**Exercise requirements**
Could every line below be transcribed exactly, with the pictures dropped?

*** Opening Data excerpts ***

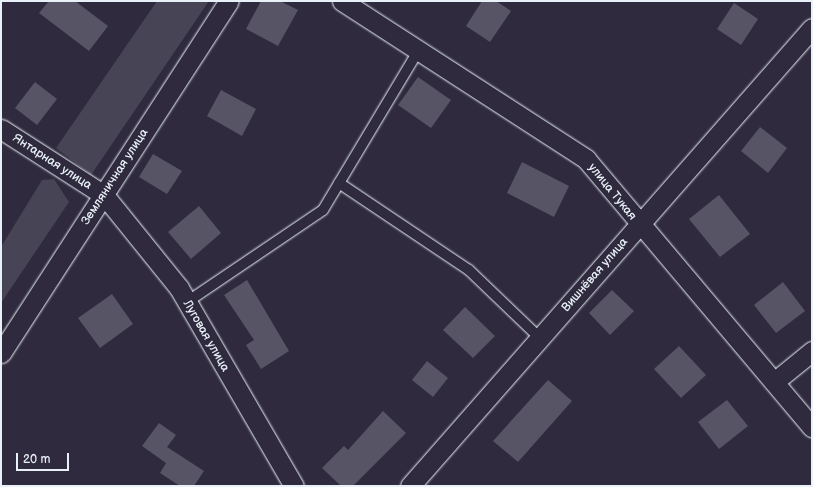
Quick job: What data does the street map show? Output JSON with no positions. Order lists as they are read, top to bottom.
{
  "streets": {
    "street": [
      "Янтарная улица",
      "Земляничная улица",
      "улица Тукая",
      "Вишнёвая улица",
      "Луговая улица"
    ]
  },
  "crossings": [
    ["Янтарная улица", "Земляничная улица"],
    ["Янтарная улица", "Луговая улица"],
    ["Земляничная улица", "Луговая улица"],
    ["улица Тукая", "Вишнёвая улица"]
  ],
  "scale_bar": "20 m"
}
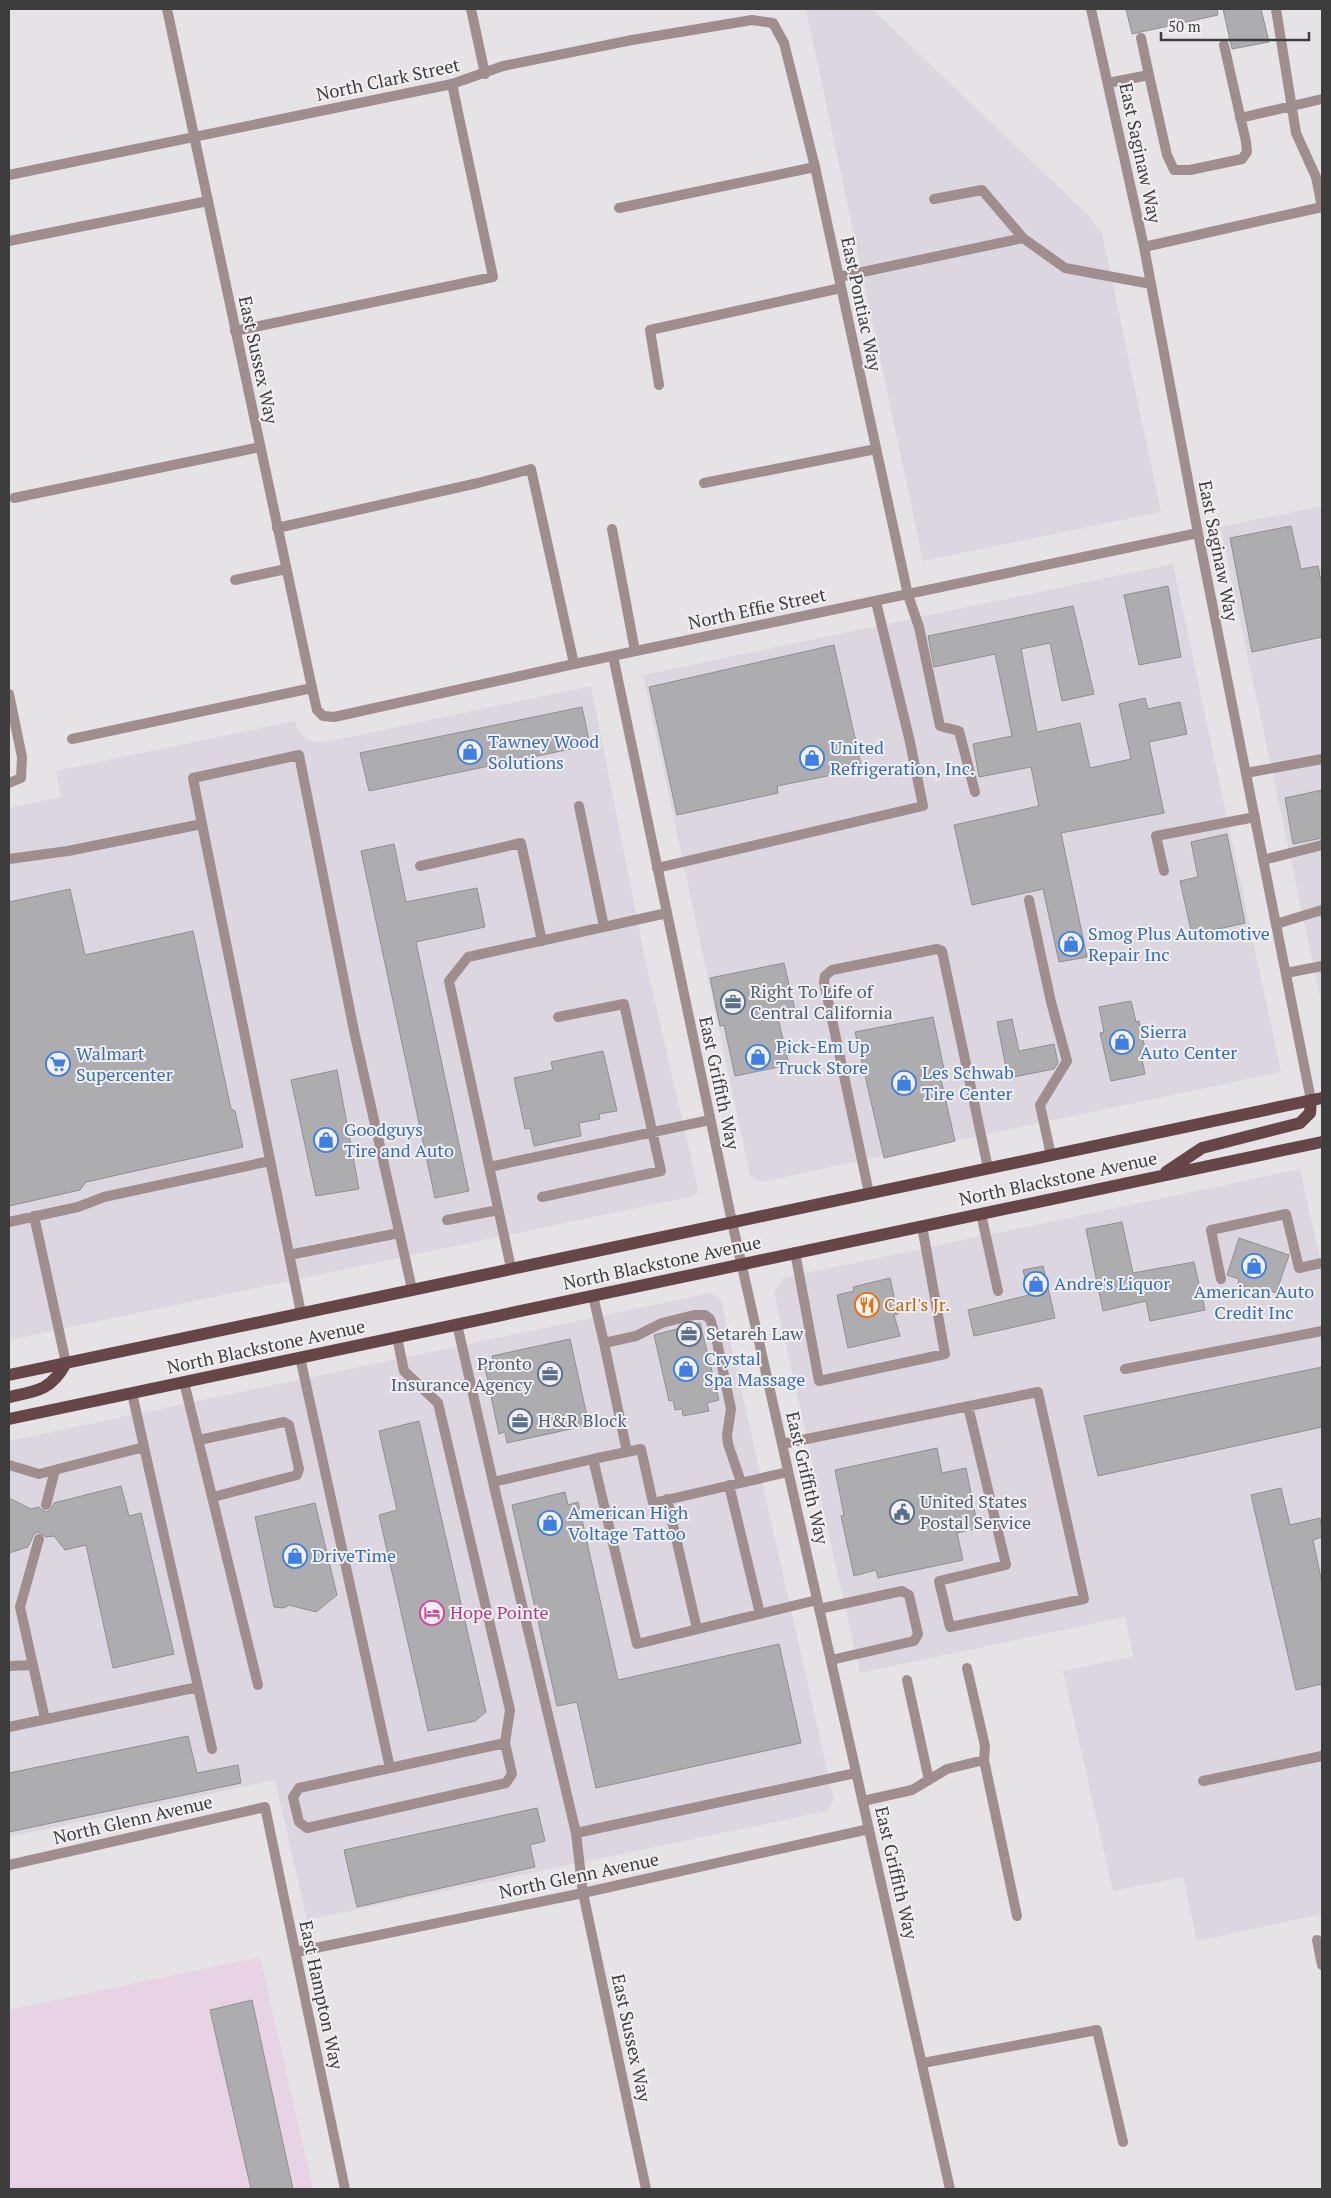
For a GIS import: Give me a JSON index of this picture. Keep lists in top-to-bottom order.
{
  "streets": {
    "main road": ["North Blackstone Avenue"],
    "street": [
      "North Clark Street",
      "East Saginaw Way",
      "East Pontiac Way",
      "East Sussex Way",
      "North Effie Street",
      "East Griffith Way",
      "North Glenn Avenue",
      "East Hampton Way"
    ]
  },
  "crossings": [
    ["North Clark Street", "East Pontiac Way"],
    ["North Clark Street", "East Sussex Way"],
    ["East Saginaw Way", "North Effie Street"],
    ["East Saginaw Way", "North Blackstone Avenue"],
    ["East Pontiac Way", "North Effie Street"],
    ["East Sussex Way", "North Effie Street"],
    ["East Sussex Way", "North Blackstone Avenue"],
    ["East Sussex Way", "North Glenn Avenue"],
    ["North Effie Street", "East Griffith Way"],
    ["East Griffith Way", "North Blackstone Avenue"],
    ["East Griffith Way", "North Glenn Avenue"],
    ["North Glenn Avenue", "East Hampton Way"]
  ],
  "places": {
    "shop": [
      "Tawney Wood Solutions",
      "United Refrigeration, Inc.",
      "Smog Plus Automotive Repair Inc",
      "Sierra Auto Center",
      "Pick-Em Up Truck Store",
      "Les Schwab Tire Center",
      "Goodguys Tire and Auto",
      "American Auto Credit Inc",
      "Andre's Liquor",
      "Crystal Spa Massage",
      "American High Voltage Tattoo",
      "DriveTime"
    ],
    "office": [
      "Right To Life of Central California",
      "Setareh Law",
      "Pronto Insurance Agency",
      "H&R Block"
    ],
    "supermarket": ["Walmart Supercenter"],
    "restaurant": ["Carl's Jr."],
    "public building": ["United States Postal Service"],
    "hotel": ["Hope Pointe"]
  },
  "scale_bar": "50 m"
}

*** Closing Data excerpts ***

**Response to this task**
Quick job: What data does the street map show? Output JSON with no positions. Order lists as they are read, top to bottom.
{
  "streets": {
    "street": [
      "Янтарная улица",
      "Земляничная улица",
      "улица Тукая",
      "Вишнёвая улица",
      "Луговая улица"
    ]
  },
  "crossings": [
    ["Янтарная улица", "Земляничная улица"],
    ["Янтарная улица", "Луговая улица"],
    ["Земляничная улица", "Луговая улица"],
    ["улица Тукая", "Вишнёвая улица"]
  ],
  "scale_bar": "20 m"
}
For a GIS import: Give me a JSON index of this picture. Keep lists in top-to-bottom order.
{
  "streets": {
    "main road": ["North Blackstone Avenue"],
    "street": [
      "North Clark Street",
      "East Saginaw Way",
      "East Pontiac Way",
      "East Sussex Way",
      "North Effie Street",
      "East Griffith Way",
      "North Glenn Avenue",
      "East Hampton Way"
    ]
  },
  "crossings": [
    ["North Clark Street", "East Pontiac Way"],
    ["North Clark Street", "East Sussex Way"],
    ["East Saginaw Way", "North Effie Street"],
    ["East Saginaw Way", "North Blackstone Avenue"],
    ["East Pontiac Way", "North Effie Street"],
    ["East Sussex Way", "North Effie Street"],
    ["East Sussex Way", "North Blackstone Avenue"],
    ["East Sussex Way", "North Glenn Avenue"],
    ["North Effie Street", "East Griffith Way"],
    ["East Griffith Way", "North Blackstone Avenue"],
    ["East Griffith Way", "North Glenn Avenue"],
    ["North Glenn Avenue", "East Hampton Way"]
  ],
  "places": {
    "shop": [
      "Tawney Wood Solutions",
      "United Refrigeration, Inc.",
      "Smog Plus Automotive Repair Inc",
      "Sierra Auto Center",
      "Pick-Em Up Truck Store",
      "Les Schwab Tire Center",
      "Goodguys Tire and Auto",
      "American Auto Credit Inc",
      "Andre's Liquor",
      "Crystal Spa Massage",
      "American High Voltage Tattoo",
      "DriveTime"
    ],
    "office": [
      "Right To Life of Central California",
      "Setareh Law",
      "Pronto Insurance Agency",
      "H&R Block"
    ],
    "supermarket": ["Walmart Supercenter"],
    "restaurant": ["Carl's Jr."],
    "public building": ["United States Postal Service"],
    "hotel": ["Hope Pointe"]
  },
  "scale_bar": "50 m"
}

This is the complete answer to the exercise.